CON «EL ABRECARTAS» però per la prima volta De Pablo, Leone d’Oro della Biennale Musica di Venezia nel 2020, ha convinto Molina Foix a realizzare egli stesso il libretto dell’opera, concentrandosi solo sulle prime 220 pagine del vasto affresco corale tracciato dal romanzo, che dagli anni Trenta attraversa la guerra civile, la dittatura franchista fino al ritorno della Spagna alla libertà. Si intrecciano elementi intimi e familiari con i protagonisti della letteratura e della poesia spagnola e con la drammatica storia nazionale, con cui oggi la cultura del paese si impegna a fare i conti. Quel mosaico di lettere, biglietti, note di polizia, poemi, discorsi pubblici, foto che costituisce la struttura del romanzo si riflette con programmata frammentarietà nel libretto; non solo, permea anche la scrittura di De Pablo, che struttura la narrazione in un flusso organico quanto variegato, l’incedere piano e naturale del recitativo drammatico attraversato da innesti di citazioni di melodie popolari, frammenti di danze, canzoni dei film di Sara Montiel.

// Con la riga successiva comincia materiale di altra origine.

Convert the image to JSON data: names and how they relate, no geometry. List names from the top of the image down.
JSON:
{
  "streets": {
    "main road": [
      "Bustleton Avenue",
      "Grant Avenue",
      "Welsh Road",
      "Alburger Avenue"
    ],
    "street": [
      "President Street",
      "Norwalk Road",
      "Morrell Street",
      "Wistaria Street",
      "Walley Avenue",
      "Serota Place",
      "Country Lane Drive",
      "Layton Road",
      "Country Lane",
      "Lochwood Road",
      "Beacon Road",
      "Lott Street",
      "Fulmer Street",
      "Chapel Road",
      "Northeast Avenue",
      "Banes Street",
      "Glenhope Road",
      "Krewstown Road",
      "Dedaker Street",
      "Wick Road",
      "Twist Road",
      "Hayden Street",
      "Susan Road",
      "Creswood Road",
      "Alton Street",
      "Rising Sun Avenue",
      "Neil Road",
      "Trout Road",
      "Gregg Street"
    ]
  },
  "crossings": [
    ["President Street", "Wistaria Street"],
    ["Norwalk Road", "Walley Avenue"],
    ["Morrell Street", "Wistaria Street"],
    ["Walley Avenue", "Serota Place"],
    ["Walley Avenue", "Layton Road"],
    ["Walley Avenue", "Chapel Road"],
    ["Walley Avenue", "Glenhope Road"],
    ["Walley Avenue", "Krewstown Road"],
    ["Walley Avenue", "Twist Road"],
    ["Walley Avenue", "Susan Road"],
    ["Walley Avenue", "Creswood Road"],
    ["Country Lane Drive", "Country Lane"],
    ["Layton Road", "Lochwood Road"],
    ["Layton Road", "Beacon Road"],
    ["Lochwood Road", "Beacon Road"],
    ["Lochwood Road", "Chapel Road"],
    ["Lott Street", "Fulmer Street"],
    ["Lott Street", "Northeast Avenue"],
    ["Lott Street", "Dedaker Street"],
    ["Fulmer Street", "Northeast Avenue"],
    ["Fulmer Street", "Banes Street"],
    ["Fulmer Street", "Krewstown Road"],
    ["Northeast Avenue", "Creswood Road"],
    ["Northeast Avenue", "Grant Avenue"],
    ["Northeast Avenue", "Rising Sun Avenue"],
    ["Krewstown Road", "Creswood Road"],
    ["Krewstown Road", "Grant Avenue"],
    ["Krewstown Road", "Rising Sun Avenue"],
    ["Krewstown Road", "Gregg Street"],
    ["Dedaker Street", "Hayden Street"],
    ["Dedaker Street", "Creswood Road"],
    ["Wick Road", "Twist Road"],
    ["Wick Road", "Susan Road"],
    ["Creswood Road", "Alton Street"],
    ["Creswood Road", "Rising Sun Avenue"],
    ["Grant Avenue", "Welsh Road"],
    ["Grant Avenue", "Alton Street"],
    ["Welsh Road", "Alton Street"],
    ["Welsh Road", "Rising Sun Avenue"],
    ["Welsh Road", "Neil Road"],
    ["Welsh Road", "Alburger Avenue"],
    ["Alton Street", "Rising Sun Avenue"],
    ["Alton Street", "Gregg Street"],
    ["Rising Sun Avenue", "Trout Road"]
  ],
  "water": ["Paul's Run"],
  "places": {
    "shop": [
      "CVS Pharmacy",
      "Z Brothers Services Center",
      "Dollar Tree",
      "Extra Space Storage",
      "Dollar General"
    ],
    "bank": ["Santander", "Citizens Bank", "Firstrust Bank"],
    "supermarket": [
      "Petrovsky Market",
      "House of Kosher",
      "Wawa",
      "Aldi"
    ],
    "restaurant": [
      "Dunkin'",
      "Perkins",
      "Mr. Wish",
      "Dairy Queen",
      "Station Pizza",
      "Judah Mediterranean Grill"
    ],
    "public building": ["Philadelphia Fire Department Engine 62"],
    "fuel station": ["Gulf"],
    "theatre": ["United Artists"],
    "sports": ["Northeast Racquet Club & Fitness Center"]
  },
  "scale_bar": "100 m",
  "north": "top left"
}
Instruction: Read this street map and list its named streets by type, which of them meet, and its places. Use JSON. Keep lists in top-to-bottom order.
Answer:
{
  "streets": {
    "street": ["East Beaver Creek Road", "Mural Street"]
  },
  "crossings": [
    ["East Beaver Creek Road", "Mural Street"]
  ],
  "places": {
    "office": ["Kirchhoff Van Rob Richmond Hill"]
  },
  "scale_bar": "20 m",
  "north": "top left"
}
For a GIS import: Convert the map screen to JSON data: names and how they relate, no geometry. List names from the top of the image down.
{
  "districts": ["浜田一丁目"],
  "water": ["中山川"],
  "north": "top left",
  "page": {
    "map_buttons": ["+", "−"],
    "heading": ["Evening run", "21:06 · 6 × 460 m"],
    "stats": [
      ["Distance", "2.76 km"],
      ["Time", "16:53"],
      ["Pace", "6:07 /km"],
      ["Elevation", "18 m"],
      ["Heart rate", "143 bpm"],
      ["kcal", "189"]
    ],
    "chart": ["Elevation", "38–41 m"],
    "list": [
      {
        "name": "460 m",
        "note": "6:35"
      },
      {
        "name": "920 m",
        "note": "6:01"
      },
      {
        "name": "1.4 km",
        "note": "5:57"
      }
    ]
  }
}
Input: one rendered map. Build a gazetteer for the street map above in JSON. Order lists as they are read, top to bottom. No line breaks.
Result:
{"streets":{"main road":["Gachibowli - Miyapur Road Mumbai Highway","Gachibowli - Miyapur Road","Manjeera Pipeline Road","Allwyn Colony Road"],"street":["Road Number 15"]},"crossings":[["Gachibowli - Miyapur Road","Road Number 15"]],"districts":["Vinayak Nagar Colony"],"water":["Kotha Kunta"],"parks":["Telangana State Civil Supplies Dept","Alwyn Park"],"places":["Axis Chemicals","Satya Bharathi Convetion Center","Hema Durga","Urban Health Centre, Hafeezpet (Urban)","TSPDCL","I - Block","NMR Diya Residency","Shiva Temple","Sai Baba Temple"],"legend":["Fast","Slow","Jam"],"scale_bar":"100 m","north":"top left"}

NELLE SEI SCENE con prologo dell’opera si snoda così un doloroso viluppo di memorie il cui alternarsi onirico di episodi viene sorretto da una scrittura orchestrale sapientemente distillata, dalle linee asciutte attraversate da cangianti increspature. Il racconto parte dalla rievocazione della figura, della poesia e della morte di Federico Garcia Lorca, intorno al quale si fanno spazio le figure di altri poeti spagnoli, omosessuali come Lorca, da Vicente Aleixandre ( Nobel nel 1972) a Miguel Hérnandez, morto in prigione durante la guerra civile, ma anche Eugenio D’Ors, contraddittorio impasto di talento, vita dissoluta e credo falangista. Alle personalità reali si mescolano personaggi fittizi, l’enigmatica attrice Manuela, al centro di un triangolo sentimentale, il compagno di scuola e ammiratore di Garcia Lorca, gli ufficiali e perfino un protervo ministro franchista con voce di controtenore. La messa in scena di Xavier Alberti articola bene i piani narrativi delle vicende di questo manipolo di vinti, spezzati dalla guerra o soffocati dalla dittatura, grazie a semplici elementi mobili: un costante divenire in cui i mobili-schedario si compongono in ambienti domestici e pubblici, dalla sala da ballo alla camera d’albergo, dall’obitorio alle lugubri stanze della polizia politica. L’opera non risparmia nemmeno le durezze di un saluto fascista esibito dopo la ridicola ode a Franco affidata all’informatore Ramiro o del suicidio di Andrés Acero, amante di Aleixandre. Sul podio Fabian Panisello guida con gesto attento l’ampia formazione orchestrale e l’ottimo cast, in cui spiccano Airam Hernandez ( Lorca) Borja Quiza ( Aleixandre), Jose Manuel Montero (Rafael) e Vicenç Esteve (Ramiro), Magdalena Aizpurua (Manuela).